Return every line of the records, exact and in full, until you have returned the line with "0 #55442c) drop-shadow(-2px", and include none of the pictures.
----- DATASET ENTRIES
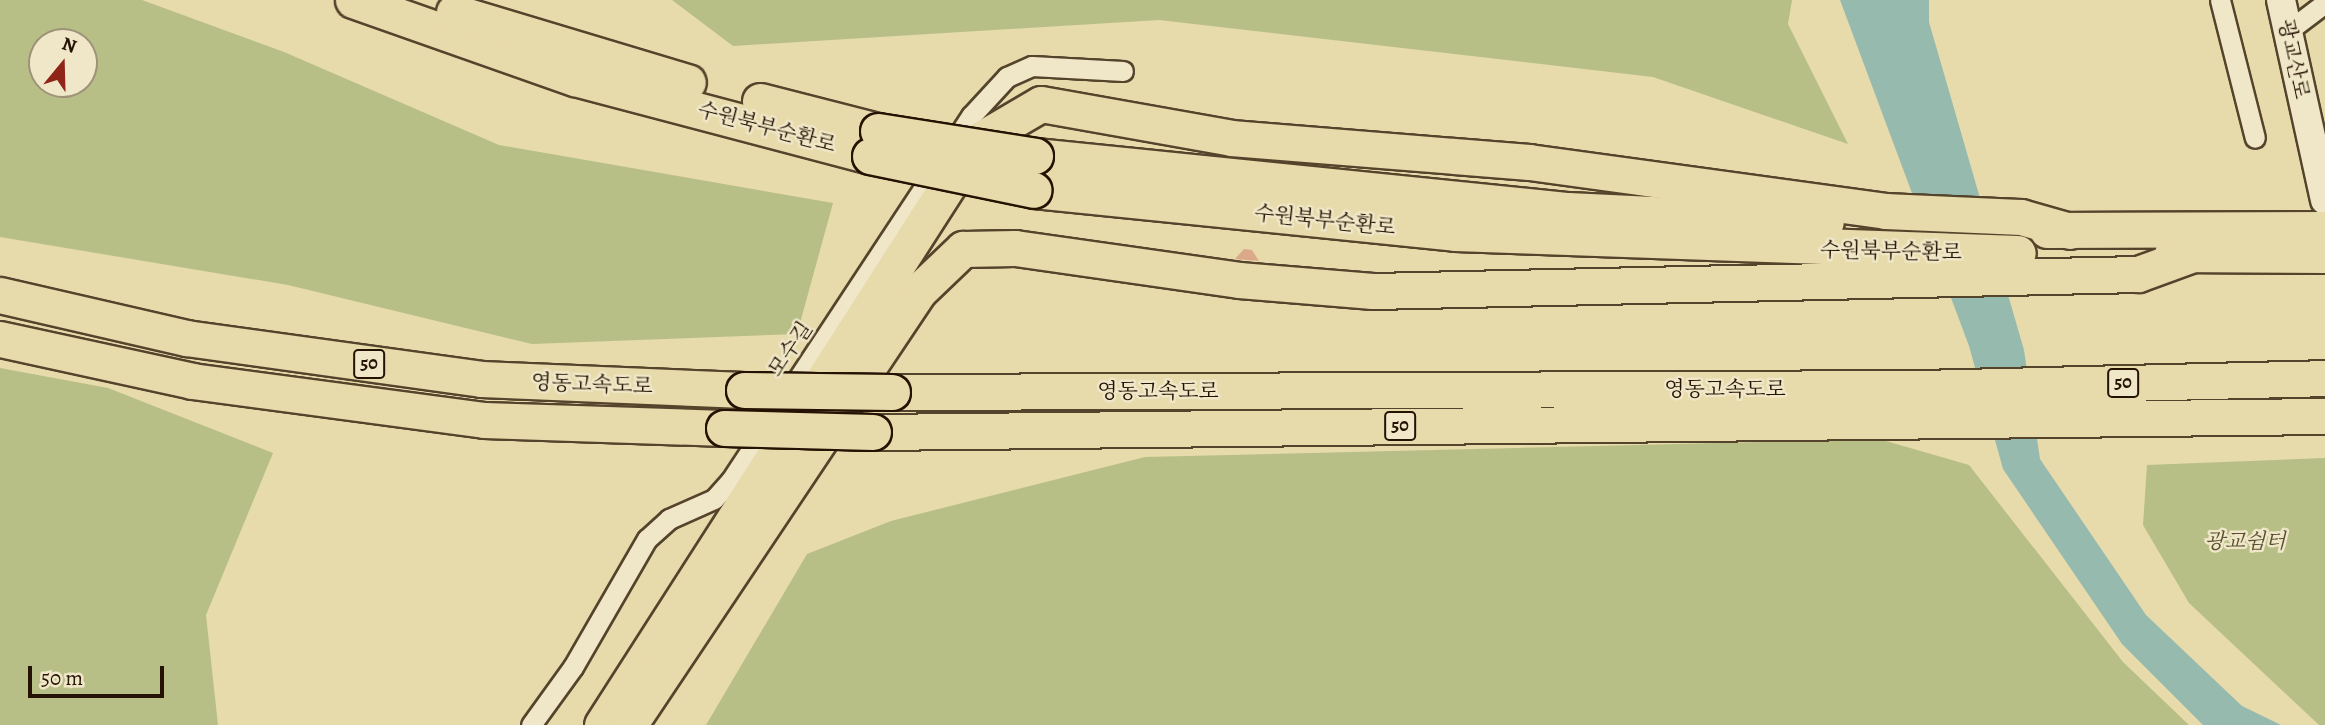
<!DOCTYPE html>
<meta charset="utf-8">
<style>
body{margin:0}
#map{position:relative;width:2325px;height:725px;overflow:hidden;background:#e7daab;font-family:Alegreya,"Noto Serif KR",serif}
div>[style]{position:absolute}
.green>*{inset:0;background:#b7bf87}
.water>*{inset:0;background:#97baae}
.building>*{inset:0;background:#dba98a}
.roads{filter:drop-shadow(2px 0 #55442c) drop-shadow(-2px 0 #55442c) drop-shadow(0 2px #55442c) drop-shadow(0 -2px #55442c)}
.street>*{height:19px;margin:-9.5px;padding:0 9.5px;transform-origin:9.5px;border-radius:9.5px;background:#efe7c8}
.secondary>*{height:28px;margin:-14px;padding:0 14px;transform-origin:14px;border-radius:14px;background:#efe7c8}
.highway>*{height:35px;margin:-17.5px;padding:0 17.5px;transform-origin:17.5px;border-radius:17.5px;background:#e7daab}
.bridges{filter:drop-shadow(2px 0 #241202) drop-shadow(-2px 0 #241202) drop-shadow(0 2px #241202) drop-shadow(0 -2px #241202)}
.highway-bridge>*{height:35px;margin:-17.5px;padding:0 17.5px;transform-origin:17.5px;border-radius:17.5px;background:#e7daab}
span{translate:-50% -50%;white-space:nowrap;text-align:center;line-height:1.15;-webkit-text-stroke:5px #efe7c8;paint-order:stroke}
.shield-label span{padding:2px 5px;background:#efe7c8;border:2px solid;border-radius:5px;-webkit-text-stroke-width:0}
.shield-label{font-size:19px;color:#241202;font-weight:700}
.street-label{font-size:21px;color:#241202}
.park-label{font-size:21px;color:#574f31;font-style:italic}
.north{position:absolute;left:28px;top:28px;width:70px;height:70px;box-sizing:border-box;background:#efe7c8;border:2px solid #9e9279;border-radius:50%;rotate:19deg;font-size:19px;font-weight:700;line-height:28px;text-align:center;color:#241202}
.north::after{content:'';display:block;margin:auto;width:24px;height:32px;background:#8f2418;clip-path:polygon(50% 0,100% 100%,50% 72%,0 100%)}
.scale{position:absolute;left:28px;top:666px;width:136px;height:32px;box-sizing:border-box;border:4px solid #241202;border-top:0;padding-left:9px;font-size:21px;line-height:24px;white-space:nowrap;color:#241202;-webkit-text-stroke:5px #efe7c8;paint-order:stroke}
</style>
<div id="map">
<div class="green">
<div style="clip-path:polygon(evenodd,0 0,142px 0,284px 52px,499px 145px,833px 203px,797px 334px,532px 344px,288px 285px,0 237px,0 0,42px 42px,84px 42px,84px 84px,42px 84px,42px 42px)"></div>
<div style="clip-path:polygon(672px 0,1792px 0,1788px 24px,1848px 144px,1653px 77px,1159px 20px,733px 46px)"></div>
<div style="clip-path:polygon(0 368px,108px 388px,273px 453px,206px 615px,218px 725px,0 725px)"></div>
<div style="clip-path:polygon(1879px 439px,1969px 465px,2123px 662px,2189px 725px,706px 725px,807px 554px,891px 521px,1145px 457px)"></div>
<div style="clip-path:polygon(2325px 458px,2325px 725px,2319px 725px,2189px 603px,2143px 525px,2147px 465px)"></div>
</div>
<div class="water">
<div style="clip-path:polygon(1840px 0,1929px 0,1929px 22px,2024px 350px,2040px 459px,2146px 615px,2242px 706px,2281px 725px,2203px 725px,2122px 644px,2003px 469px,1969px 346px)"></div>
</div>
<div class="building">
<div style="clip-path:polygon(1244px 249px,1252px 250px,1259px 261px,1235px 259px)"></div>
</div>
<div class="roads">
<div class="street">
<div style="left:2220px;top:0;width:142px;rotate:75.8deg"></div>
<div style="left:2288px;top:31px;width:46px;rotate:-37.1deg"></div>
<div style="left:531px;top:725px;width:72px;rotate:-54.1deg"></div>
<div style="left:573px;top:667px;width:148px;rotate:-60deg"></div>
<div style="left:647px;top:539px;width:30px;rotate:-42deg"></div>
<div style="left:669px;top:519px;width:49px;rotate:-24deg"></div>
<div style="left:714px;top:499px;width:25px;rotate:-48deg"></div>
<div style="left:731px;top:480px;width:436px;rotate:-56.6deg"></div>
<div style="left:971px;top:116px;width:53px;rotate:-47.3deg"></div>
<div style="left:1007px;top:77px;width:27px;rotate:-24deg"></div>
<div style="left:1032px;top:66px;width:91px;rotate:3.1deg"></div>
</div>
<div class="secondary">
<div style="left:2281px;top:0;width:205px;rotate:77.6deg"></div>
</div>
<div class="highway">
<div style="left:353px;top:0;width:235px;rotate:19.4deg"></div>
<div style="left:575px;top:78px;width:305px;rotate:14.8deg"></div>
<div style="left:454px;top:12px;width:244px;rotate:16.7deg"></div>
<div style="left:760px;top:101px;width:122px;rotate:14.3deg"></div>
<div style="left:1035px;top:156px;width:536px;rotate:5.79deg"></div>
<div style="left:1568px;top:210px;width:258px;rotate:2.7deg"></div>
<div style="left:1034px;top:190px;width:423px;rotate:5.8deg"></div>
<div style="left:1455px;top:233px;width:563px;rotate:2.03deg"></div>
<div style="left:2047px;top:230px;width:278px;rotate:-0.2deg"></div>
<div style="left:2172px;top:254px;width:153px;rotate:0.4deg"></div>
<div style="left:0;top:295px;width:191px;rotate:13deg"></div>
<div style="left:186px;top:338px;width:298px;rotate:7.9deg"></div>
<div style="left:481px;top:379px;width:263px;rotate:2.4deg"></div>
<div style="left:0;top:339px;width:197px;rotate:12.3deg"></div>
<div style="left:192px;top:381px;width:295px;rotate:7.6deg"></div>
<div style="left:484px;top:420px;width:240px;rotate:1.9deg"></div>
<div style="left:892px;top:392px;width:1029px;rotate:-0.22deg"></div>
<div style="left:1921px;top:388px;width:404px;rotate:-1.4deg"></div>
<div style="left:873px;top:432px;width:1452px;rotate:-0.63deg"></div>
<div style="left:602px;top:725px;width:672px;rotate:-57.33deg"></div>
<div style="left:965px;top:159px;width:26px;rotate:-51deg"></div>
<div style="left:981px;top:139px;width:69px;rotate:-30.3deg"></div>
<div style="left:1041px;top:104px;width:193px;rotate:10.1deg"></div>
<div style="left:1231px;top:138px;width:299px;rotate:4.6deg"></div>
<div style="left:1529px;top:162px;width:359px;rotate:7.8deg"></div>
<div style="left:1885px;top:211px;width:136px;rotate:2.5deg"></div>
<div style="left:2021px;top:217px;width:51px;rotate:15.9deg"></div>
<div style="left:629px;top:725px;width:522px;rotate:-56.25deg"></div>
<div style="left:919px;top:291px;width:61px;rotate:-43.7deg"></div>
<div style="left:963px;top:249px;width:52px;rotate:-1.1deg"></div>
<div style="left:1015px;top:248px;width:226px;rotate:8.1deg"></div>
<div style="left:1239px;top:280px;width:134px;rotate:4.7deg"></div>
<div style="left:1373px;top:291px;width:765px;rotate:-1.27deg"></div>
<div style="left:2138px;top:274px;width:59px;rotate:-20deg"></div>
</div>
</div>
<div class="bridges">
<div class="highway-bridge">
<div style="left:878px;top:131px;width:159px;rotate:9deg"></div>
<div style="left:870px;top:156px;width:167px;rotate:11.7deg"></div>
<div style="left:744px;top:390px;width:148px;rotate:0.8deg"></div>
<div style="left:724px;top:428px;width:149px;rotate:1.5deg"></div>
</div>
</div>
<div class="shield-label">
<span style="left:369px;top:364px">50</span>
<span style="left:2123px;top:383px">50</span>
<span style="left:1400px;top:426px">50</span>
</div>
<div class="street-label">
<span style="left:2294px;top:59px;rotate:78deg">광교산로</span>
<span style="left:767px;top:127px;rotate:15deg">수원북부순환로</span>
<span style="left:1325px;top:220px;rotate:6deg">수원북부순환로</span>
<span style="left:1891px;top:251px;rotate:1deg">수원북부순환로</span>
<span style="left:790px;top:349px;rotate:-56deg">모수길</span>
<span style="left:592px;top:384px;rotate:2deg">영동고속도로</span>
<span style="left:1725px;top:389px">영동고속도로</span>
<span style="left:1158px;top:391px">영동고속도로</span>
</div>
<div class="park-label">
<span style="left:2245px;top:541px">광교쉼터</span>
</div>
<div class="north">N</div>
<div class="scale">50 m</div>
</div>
----------
*ANSWER TO THIS EXERCISE:*
<!DOCTYPE html>
<meta charset="utf-8">
<style>
body{margin:0}
#map{position:relative;width:2325px;height:725px;overflow:hidden;background:#e7daab;font-family:Alegreya,"Noto Serif KR",serif}
div>[style]{position:absolute}
.green>*{inset:0;background:#b7bf87}
.water>*{inset:0;background:#97baae}
.building>*{inset:0;background:#dba98a}
.roads{filter:drop-shadow(2px 0 #55442c) drop-shadow(-2px 0 #55442c) drop-shadow(0 2px #55442c) drop-shadow(0 -2px #55442c)}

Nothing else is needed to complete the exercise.